## WORK REQUEST
Search the records for "controls". Copy every line where it appears.
----- DATASET EXTRACT -----
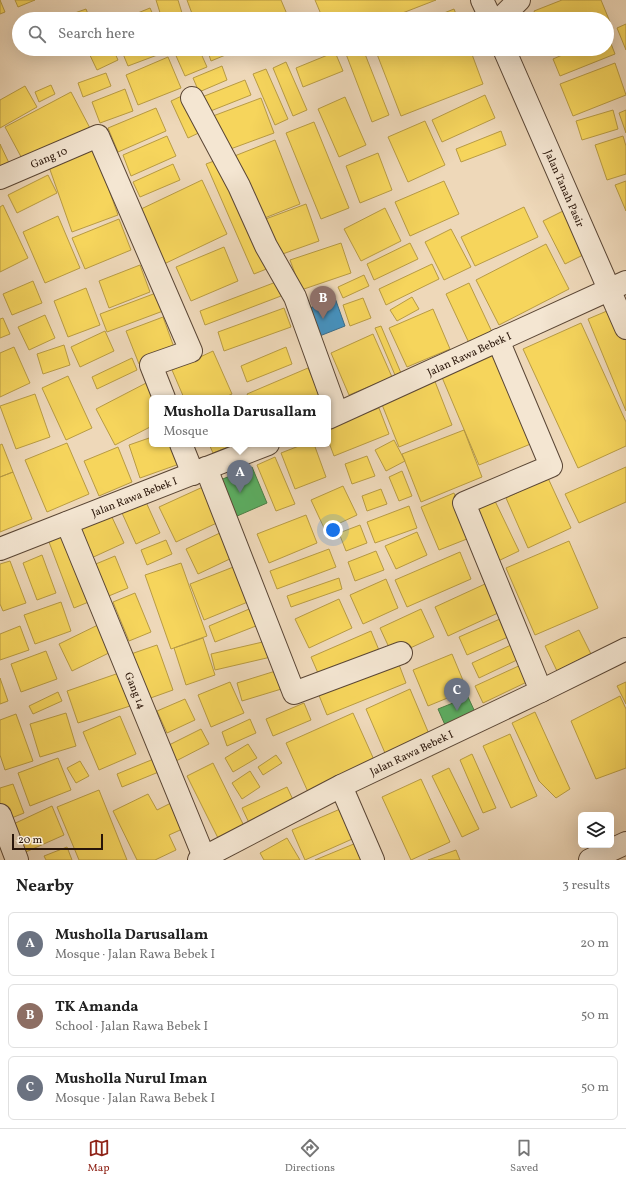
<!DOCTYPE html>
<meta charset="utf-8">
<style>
:root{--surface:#fff;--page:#f2f2f2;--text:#222;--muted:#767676;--line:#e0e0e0;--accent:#8f2418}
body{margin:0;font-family:Vollkorn,serif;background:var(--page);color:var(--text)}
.controls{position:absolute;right:12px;bottom:12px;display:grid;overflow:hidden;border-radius:6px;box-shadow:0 4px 16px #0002}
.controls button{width:36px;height:36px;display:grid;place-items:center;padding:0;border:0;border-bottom:1px solid var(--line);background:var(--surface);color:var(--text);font:20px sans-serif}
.scale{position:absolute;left:12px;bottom:10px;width:91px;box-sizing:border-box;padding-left:4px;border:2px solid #291509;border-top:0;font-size:11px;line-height:14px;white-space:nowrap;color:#291509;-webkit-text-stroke:3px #f4e6d2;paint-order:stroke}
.you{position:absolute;left:333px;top:530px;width:14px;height:14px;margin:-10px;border:3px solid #fff;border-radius:50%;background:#1a73e8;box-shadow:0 0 0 6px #1a73e833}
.badge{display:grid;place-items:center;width:26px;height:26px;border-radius:50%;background:var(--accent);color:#fff;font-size:13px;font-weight:700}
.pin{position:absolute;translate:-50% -33px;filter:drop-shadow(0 1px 2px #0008)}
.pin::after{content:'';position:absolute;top:21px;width:14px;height:12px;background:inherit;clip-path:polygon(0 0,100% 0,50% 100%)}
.popup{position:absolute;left:149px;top:395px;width:182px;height:52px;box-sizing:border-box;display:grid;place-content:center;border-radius:6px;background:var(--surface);filter:drop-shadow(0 1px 3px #0005);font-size:13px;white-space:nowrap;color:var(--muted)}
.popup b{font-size:15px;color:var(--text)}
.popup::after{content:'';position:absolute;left:50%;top:100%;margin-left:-8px;border:8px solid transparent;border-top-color:var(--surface)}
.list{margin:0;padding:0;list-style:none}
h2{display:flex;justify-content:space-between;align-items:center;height:52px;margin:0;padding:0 16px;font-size:17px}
h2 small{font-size:13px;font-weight:400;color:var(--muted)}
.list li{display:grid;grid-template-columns:26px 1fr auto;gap:12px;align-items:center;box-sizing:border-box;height:64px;margin:0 8px 8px;padding:0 8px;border:1px solid var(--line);border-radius:6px}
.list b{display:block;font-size:15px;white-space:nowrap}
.list p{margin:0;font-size:13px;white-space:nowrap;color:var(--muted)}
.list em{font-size:13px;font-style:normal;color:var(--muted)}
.icon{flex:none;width:22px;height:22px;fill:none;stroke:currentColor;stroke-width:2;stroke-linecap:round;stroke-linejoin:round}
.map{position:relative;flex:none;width:626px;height:860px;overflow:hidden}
.search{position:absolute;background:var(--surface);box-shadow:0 4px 16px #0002;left:12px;right:12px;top:12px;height:44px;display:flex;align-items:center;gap:10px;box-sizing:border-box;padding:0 14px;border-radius:22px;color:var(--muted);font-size:15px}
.sheet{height:268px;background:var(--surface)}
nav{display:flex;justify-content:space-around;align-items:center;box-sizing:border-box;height:56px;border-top:1px solid var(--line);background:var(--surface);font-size:11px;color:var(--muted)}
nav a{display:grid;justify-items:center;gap:2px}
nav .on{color:var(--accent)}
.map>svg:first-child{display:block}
.homes{fill:#f6d55c;stroke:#b89b43}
.schools{fill:#4393c3;stroke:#3b6d8b}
.public{fill:#5aae61;stroke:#4b8047}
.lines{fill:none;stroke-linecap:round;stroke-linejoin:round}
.minor-casing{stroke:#5a4635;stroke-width:24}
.minor{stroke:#f4e6d2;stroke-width:22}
.labels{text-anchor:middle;stroke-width:4;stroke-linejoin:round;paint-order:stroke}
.street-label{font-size:11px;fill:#291509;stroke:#f4e6d2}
</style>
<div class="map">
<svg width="626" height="860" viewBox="0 0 626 860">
<rect width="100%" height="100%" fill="#eed8b9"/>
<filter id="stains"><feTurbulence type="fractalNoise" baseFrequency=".005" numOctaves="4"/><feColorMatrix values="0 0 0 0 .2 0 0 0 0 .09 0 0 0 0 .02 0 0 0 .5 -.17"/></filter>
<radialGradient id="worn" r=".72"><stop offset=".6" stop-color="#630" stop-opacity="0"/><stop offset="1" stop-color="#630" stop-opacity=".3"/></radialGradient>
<path class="homes" d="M 0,0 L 5,12 L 0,14 Z
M 15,0 L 35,0 L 18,7 Z
M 156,0 L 178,0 L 182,13 L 165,19 L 162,19 Z
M 187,0 L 281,0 L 289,19 L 194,19 Z
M 315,0 L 436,0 L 387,19 L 323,19 Z
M 562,0 L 601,0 L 610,22 L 607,24 L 607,19 L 537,19 L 534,11 Z
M 150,8 L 155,19 L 123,19 Z
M 86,9 L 90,19 L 58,19 Z
M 454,9 L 458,19 L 429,19 Z
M 626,24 L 626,50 L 617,28 Z
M 607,36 L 608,36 L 615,54 L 560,76 L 553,59 L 576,49 L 607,49 Z
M 87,49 L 113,49 L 118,60 L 97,70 Z
M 121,49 L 167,49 L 168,51 L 128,66 Z
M 173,49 L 199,49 L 207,67 L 185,76 Z
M 207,49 L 240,49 L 211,61 Z
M 360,49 L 363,49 L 389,115 L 372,122 L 346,54 Z
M 375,49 L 470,49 L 483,84 L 401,116 Z
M 335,52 L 343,71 L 303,87 L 296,68 Z
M 168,57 L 181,88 L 138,105 L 126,75 Z
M 286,62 L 307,110 L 293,116 L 273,68 Z
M 615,63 L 626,95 L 573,116 L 560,84 Z
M 222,66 L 227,80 L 199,92 L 193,78 Z
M 266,69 L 288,119 L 275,125 L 253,74 Z
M 106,73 L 111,86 L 83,97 L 78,83 Z
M 245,80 L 251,95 L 203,114 L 197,99 Z
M 51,85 L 55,94 L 39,102 L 35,92 Z
M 25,86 L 37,107 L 0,128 L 0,100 Z
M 125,89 L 133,111 L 100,123 L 92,102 Z
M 71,92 L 91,130 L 26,166 L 5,127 Z
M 188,93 L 205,130 L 188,138 L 171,101 Z
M 485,95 L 495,118 L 442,142 L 432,120 Z
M 345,97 L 366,145 L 339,157 L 318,109 Z
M 261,98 L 274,133 L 225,151 L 213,116 Z
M 156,108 L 166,131 L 118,152 L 108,128 Z
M 613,110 L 618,129 L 582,140 L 576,121 Z
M 626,110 L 626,133 L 619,113 Z
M 425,121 L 445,165 L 408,182 L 388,137 Z
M 314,122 L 349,208 L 321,219 L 286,133 Z
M 501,131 L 506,145 L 461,162 L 456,149 Z
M 167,136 L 176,156 L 131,176 L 123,155 Z
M 623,136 L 626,146 L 626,174 L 607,180 L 595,145 Z
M 275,140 L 300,204 L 257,221 L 232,157 Z
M 0,144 L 9,163 L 0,167 Z
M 94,148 L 118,215 L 72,232 L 48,164 Z
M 378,153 L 392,190 L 360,203 L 346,166 Z
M 222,158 L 269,268 L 254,274 L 206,164 Z
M 173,164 L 180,180 L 140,197 L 133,182 Z
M 48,175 L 57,193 L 17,213 L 8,195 Z
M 202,180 L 227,234 L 164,264 L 139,210 Z
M 444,181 L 459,214 L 410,236 L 395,202 Z
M 626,181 L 626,211 L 615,185 Z
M 306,204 L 319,241 L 277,256 L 263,220 Z
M 3,205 L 28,258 L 0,272 L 0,207 Z
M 524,207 L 538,237 L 475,266 L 461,237 Z
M 385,208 L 401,241 L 361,261 L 344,229 Z
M 565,210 L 587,253 L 565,264 L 543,221 Z
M 58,216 L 80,268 L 45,283 L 23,232 Z
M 119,219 L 131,250 L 85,269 L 72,238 Z
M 451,229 L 471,267 L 444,280 L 425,242 Z
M 341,243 L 351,273 L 301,290 L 290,260 Z
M 410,243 L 418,259 L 374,280 L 367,264 Z
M 546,244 L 569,289 L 499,325 L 476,280 Z
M 224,247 L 238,281 L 191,301 L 176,267 Z
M 432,264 L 439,279 L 386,305 L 379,289 Z
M 140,265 L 150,292 L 109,308 L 99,281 Z
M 364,275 L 369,286 L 343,298 L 338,287 Z
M 33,281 L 42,303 L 12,315 L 3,294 Z
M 276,282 L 281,296 L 205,325 L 200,311 Z
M 469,283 L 492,332 L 469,343 L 446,294 Z
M 86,288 L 100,325 L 68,337 L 54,301 Z
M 156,293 L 163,311 L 107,332 L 100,314 Z
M 412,297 L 419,309 L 397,321 L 390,310 Z
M 363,298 L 371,318 L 350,326 L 343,305 Z
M 284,308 L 291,327 L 224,351 L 218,332 Z
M 614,308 L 626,338 L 626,411 L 588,319 Z
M 433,309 L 450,349 L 407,367 L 389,328 Z
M 45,315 L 55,338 L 29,350 L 18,327 Z
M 163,317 L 175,350 L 139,364 L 126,331 Z
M 3,318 L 10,334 L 0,338 L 0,319 Z
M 581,323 L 626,422 L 626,446 L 578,468 L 523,349 Z
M 381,326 L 401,373 L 395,375 L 375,328 Z
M 105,331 L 114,351 L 80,367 L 71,347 Z
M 373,334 L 392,377 L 349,395 L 331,353 Z
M 64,345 L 70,365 L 43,374 L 37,354 Z
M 14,347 L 30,383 L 0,397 L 0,353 Z
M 286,347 L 292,364 L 247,382 L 241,366 Z
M 500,350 L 538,441 L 479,465 L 441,375 Z
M 213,351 L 232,394 L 223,398 L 184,398 L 172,370 Z
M 132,358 L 137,370 L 97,389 L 92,377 Z
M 308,368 L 321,398 L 249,398 L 247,394 Z
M 68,376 L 92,428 L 66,440 L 42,388 Z
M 434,379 L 452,425 L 399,447 L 381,402 Z
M 150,381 L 159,398 L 152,398 L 152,426 L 115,445 L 96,409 Z
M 35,394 L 50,437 L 16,449 L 0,406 Z
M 379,408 L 389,434 L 334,456 L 328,440 L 328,427 Z
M 464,430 L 482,477 L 421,502 L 402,454 Z
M 152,437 L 152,444 L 179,444 L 185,462 L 140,478 L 129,445 Z
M 394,440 L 405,461 L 386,471 L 375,450 Z
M 67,443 L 89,494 L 47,512 L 25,460 Z
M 2,444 L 13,472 L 0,477 L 0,445 Z
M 209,444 L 236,444 L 213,453 Z
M 304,444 L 314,444 L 326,477 L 295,489 L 281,453 Z
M 118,447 L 132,482 L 99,496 L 84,461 Z
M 367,456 L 375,476 L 352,484 L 345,464 Z
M 275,457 L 295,504 L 276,511 L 257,465 Z
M 626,467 L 626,502 L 579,523 L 565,494 Z
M 402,471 L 412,496 L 399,501 L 389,477 Z
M 13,472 L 32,519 L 0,532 L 0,477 Z
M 548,478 L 571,528 L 528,548 L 506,498 Z
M 205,486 L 221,521 L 176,542 L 159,507 Z
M 343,486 L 357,515 L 325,530 L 311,500 Z
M 381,489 L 387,504 L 367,511 L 362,496 Z
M 454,493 L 472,537 L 439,550 L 421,507 Z
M 495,501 L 519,551 L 496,562 L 472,512 Z
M 146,502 L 160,533 L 136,544 L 122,513 Z
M 409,506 L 417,528 L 375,543 L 367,522 Z
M 111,515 L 124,543 L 87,560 L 74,532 Z
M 306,515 L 317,543 L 269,563 L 257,534 Z
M 360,525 L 367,543 L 346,551 L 339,533 Z
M 222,532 L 234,557 L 198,574 L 186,549 Z
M 417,532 L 427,555 L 396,569 L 385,546 Z
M 67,534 L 91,601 L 74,608 L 49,542 Z
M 166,540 L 172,554 L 147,565 L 141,550 Z
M 569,541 L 598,608 L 535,635 L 506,568 Z
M 329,549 L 336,567 L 277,589 L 270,571 Z
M 376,551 L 384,570 L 355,581 L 348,562 Z
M 460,552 L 471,579 L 407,607 L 395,580 Z
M 42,555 L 56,593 L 37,600 L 23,563 Z
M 115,556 L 128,588 L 104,598 L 91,566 Z
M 10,561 L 26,603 L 3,611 L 0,604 L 0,564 Z
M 181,563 L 207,636 L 171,649 L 145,575 Z
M 241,564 L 255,599 L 204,620 L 190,584 Z
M 339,578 L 342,589 L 291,607 L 287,596 Z
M 386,579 L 398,608 L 363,624 L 350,595 Z
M 485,584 L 498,613 L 448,636 L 435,607 Z
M 135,593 L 151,632 L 129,641 L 113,602 Z
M 339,599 L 352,628 L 309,648 L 295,619 Z
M 61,602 L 71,631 L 35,644 L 24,615 Z
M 254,607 L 261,624 L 215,642 L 209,626 Z
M 421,609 L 434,637 L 393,656 L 380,628 Z
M 500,619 L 508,637 L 467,655 L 459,637 Z
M 104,622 L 117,649 L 72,671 L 59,644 Z
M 20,626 L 29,650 L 0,660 L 0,634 Z
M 579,630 L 591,654 L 557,671 L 545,646 Z
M 371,631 L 381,655 L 321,680 L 311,657 Z
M 203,638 L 215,675 L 186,685 L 174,648 Z
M 267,641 L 271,657 L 215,670 L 211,654 Z
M 157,645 L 173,690 L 145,700 L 128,655 Z
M 511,645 L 517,660 L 479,678 L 472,663 Z
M 46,651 L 57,679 L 21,692 L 11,664 Z
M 452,654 L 467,690 L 428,706 L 413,670 Z
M 398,662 L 406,683 L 327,715 L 318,693 Z
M 523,664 L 531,680 L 483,703 L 475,686 Z
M 282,669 L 288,687 L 242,701 L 237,683 Z
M 119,673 L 130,706 L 78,723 L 67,691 Z
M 0,678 L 8,701 L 0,704 Z
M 230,682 L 244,713 L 211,727 L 198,695 Z
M 626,682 L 626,704 L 617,686 Z
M 410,689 L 429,734 L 385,753 L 366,709 Z
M 58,692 L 62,701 L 33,714 L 29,706 Z
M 620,696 L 626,709 L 626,768 L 596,779 L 571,721 Z
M 185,699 L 195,720 L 167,733 L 157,711 Z
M 304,703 L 311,720 L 273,736 L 266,719 Z
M 535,712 L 570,789 L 556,798 L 539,781 L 512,723 Z
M 66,713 L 76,746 L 40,757 L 30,724 Z
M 353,713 L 375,762 L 308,792 L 286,743 Z
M 16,714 L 33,761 L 5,770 L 0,755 L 0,720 Z
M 120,716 L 136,754 L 99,770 L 83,732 Z
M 250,719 L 256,733 L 227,746 L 222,732 Z
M 201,729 L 209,744 L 176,761 L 167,746 Z
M 510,734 L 537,796 L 511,808 L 483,746 Z
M 248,744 L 257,758 L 233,772 L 225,758 Z
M 472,754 L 496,808 L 483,813 L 460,760 Z
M 276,755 L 282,763 L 263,775 L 258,767 Z
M 161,756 L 166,769 L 122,787 L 117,774 Z
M 58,758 L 71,790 L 30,806 L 18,773 Z
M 80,761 L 89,776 L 76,783 L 67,768 Z
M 213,763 L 245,828 L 219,840 L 187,776 Z
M 449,768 L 479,829 L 462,837 L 432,776 Z
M 250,771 L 260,787 L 242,799 L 232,783 Z
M 421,779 L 450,842 L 411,860 L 382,797 Z
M 13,784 L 24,813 L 4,821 L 0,811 L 0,788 Z
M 287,787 L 295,804 L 250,825 L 242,808 Z
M 99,790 L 127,860 L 79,860 L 57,807 Z
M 148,794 L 157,810 L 175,801 L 187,827 L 169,835 L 176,850 L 155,860 L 137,860 L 113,811 Z
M 52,806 L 64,835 L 19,855 L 7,827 Z
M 347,806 L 359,836 L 305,860 L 292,830 Z
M 287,838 L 300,860 L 264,860 L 260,853 Z
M 361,841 L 369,860 L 315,860 Z
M 67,847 L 72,860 L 46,860 L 44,856 Z
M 456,850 L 460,860 L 428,860 Z"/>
<path class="schools" d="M 335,298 L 345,326 L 312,339 L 302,311 Z"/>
<path class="public" d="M 252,467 L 267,503 L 228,520 L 213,483 Z
M 468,697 L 475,712 L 445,725 L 438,709 Z"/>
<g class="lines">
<g class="minor-casing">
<g id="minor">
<path d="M 482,0 L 491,19"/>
<path d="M 500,19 L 519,0"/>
<path id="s1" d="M 504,49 L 626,328"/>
<path d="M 192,98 L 239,186 L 266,246 L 295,297 L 337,413"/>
<path id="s2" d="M 0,178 L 98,136 L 191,351 L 151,365 L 164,398"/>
<path d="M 498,340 L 551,466 L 464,503 L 541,691"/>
<path id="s3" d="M 328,418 L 626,282"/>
<path d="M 181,444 L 193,474"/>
<path d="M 206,468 L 294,693 L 401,653"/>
<path id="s4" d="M 67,523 L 204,857"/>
<path id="s5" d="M 0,549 L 268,444"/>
<path d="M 341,786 L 373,860"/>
<path d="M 0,815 L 17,860"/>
<path id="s6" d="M 199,860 L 341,786 L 541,691 L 626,649"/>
<path d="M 590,860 L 626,843"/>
</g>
</g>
<use href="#minor" class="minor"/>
</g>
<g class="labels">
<g class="street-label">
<text dy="4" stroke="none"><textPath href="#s2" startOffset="53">Gang 10</textPath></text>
<text dy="4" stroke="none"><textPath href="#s1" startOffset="152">Jalan Tanah Pasir</textPath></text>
<text dy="4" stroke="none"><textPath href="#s3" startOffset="155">Jalan Rawa Bebek I</textPath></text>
<text dy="4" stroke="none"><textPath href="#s5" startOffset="144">Jalan Rawa Bebek I</textPath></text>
<text dy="4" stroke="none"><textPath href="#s4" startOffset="181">Gang 14</textPath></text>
<text dy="4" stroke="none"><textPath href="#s6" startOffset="238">Jalan Rawa Bebek I</textPath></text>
</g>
</g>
<rect width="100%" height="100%" filter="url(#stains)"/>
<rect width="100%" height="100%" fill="url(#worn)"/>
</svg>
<div class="controls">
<button><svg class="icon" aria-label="layers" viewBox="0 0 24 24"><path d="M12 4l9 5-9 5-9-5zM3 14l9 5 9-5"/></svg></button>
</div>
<div class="scale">20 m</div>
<div class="you"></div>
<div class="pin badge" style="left:240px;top:493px;background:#6b7280">A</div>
<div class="popup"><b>Musholla Darusallam</b>Mosque</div>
<div class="pin badge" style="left:323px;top:319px;background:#8d6e63">B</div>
<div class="pin badge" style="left:457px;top:711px;background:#6b7280">C</div>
<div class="search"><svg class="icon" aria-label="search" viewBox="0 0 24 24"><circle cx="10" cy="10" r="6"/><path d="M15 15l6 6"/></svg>Search here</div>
</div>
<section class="sheet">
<h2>Nearby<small>3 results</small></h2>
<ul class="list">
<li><span class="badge" style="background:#6b7280">A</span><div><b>Musholla Darusallam</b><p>Mosque · Jalan Rawa Bebek I</p></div><em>20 m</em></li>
<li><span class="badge" style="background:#8d6e63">B</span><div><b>TK Amanda</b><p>School · Jalan Rawa Bebek I</p></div><em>50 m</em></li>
<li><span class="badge" style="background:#6b7280">C</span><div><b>Musholla Nurul Iman</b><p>Mosque · Jalan Rawa Bebek I</p></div><em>50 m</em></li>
</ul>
</section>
<nav>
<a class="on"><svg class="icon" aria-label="map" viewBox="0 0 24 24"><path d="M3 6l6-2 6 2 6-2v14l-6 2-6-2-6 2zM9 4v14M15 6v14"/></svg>Map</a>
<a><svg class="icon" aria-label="directions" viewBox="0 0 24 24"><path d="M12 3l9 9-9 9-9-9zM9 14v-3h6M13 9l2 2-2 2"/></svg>Directions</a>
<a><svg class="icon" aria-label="saved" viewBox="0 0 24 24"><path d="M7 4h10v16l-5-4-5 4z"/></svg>Saved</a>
</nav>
-----
## REPLY TO THE EXERCISE
.controls{position:absolute;right:12px;bottom:12px;display:grid;overflow:hidden;border-radius:6px;box-shadow:0 4px 16px #0002}
.controls button{width:36px;height:36px;display:grid;place-items:center;padding:0;border:0;border-bottom:1px solid var(--line);background:var(--surface);color:var(--text);font:20px sans-serif}
<div class="controls">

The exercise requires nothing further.